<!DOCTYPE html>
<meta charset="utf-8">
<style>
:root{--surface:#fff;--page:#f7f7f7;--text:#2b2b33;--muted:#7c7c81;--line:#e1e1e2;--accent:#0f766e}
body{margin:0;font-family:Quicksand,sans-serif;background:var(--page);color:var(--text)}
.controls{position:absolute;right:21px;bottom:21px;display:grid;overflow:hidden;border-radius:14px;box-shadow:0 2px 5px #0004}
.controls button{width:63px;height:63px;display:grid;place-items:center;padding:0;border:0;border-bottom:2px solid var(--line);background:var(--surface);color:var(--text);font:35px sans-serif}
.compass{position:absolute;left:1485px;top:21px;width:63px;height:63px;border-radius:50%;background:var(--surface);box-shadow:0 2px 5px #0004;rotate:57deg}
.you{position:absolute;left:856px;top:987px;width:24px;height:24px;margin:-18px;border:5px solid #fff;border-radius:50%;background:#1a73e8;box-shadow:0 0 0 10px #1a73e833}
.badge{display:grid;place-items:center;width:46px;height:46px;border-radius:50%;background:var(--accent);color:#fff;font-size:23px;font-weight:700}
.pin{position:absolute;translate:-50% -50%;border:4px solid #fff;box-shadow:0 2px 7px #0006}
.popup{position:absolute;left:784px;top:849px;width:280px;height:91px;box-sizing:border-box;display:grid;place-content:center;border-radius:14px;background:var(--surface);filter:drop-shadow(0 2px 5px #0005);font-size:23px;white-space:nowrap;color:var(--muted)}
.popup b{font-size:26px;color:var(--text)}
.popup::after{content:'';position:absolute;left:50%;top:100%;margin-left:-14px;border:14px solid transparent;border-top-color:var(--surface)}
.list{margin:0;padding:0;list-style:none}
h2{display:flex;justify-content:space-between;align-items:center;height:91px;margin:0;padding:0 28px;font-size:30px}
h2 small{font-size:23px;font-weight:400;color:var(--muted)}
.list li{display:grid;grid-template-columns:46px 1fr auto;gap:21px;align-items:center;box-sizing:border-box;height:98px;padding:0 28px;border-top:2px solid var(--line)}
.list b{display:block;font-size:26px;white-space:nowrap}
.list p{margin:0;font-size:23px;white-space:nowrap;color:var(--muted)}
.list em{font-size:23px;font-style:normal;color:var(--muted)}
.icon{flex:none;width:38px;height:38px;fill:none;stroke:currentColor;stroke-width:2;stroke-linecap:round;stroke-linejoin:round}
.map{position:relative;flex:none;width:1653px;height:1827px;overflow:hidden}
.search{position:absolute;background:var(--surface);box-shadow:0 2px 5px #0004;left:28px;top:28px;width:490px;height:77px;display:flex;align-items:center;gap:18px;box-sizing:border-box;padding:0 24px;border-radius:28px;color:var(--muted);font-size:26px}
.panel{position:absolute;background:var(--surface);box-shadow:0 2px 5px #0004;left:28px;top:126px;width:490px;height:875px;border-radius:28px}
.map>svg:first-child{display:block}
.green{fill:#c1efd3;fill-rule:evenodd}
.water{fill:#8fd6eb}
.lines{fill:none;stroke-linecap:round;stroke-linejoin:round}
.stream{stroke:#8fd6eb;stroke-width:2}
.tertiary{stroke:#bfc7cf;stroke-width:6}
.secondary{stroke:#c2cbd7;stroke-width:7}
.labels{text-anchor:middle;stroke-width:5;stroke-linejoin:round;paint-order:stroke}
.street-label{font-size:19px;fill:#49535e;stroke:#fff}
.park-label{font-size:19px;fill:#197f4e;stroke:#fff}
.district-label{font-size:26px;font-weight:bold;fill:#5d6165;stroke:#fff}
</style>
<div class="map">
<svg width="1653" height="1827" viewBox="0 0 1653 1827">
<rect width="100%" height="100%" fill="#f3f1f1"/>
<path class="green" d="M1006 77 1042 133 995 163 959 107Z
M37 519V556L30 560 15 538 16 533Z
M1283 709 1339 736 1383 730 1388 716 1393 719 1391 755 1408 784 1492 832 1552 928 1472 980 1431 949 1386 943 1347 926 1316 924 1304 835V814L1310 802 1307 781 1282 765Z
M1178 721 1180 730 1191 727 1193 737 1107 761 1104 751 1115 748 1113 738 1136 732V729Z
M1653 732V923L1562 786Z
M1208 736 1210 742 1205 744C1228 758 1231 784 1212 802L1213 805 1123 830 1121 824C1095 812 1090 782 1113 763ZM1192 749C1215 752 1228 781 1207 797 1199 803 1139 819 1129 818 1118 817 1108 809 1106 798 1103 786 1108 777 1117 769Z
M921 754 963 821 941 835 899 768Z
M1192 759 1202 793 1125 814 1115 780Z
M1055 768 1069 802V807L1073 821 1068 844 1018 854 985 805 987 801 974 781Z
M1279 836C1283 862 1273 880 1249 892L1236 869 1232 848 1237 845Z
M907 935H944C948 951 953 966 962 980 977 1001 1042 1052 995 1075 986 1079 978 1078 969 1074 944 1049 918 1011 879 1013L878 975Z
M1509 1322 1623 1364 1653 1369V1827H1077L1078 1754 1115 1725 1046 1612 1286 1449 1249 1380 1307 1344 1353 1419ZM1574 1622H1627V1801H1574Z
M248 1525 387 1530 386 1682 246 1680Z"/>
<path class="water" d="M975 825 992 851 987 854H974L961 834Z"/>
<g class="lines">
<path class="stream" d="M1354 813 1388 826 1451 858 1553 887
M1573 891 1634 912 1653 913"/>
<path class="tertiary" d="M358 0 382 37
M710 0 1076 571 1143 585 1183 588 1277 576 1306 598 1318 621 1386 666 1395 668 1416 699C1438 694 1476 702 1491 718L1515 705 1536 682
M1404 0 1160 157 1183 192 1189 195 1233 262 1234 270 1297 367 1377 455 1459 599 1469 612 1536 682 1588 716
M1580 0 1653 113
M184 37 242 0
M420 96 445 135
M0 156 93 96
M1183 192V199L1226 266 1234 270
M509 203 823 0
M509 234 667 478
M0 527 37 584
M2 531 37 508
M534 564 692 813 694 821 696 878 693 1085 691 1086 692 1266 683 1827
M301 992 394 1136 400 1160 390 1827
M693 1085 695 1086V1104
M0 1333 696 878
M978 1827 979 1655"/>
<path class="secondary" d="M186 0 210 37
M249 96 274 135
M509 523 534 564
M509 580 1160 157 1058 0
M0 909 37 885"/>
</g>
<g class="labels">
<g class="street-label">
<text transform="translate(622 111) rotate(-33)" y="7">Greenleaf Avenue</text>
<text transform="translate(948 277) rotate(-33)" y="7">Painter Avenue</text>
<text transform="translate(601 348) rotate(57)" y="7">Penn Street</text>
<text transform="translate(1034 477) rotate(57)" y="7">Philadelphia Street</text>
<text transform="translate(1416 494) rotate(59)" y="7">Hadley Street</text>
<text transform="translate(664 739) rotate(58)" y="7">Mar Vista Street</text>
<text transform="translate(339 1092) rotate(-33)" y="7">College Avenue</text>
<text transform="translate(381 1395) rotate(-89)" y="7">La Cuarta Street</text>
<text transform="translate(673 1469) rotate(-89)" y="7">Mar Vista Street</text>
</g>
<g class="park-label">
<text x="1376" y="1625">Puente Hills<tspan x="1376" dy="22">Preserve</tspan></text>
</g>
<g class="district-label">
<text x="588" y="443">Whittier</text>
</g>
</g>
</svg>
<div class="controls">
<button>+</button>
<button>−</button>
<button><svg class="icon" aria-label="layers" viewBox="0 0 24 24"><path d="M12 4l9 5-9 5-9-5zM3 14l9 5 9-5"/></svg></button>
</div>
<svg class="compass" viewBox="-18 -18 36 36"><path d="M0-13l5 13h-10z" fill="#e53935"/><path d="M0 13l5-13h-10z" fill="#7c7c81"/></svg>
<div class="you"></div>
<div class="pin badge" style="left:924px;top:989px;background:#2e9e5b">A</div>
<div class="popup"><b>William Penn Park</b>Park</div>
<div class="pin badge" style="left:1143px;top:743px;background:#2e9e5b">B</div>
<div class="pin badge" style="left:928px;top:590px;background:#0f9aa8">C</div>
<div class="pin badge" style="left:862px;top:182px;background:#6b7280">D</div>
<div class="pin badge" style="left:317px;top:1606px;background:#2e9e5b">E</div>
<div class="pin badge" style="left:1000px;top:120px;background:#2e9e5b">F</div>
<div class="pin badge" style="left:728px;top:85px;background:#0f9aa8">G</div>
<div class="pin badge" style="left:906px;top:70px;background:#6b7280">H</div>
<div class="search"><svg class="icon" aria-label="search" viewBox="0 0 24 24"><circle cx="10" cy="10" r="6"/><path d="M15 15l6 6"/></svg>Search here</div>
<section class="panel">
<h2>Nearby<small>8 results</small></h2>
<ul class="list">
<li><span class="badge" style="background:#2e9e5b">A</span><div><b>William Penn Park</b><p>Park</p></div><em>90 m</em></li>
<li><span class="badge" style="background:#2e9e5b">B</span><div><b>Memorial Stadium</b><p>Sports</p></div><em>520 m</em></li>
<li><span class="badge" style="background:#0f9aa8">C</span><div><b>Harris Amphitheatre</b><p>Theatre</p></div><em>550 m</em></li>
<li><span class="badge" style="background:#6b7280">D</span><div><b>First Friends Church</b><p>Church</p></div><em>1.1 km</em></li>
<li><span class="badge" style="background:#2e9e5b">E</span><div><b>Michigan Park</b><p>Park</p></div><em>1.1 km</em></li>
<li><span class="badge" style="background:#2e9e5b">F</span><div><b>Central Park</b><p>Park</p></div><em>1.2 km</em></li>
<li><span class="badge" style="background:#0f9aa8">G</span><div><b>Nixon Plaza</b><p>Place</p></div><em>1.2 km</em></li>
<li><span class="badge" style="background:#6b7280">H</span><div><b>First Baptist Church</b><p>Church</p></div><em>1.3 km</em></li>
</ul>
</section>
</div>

◆ ASSIGNMENT: Read each line of the material, and wherever the word "grid" turns up, copy that line.

◆ RESPONSE FOR THIS EXERCISE:
.controls{position:absolute;right:21px;bottom:21px;display:grid;overflow:hidden;border-radius:14px;box-shadow:0 2px 5px #0004}
.controls button{width:63px;height:63px;display:grid;place-items:center;padding:0;border:0;border-bottom:2px solid var(--line);background:var(--surface);color:var(--text);font:35px sans-serif}
.badge{display:grid;place-items:center;width:46px;height:46px;border-radius:50%;background:var(--accent);color:#fff;font-size:23px;font-weight:700}
.popup{position:absolute;left:784px;top:849px;width:280px;height:91px;box-sizing:border-box;display:grid;place-content:center;border-radius:14px;background:var(--surface);filter:drop-shadow(0 2px 5px #0005);font-size:23px;white-space:nowrap;color:var(--muted)}
.list li{display:grid;grid-template-columns:46px 1fr auto;gap:21px;align-items:center;box-sizing:border-box;height:98px;padding:0 28px;border-top:2px solid var(--line)}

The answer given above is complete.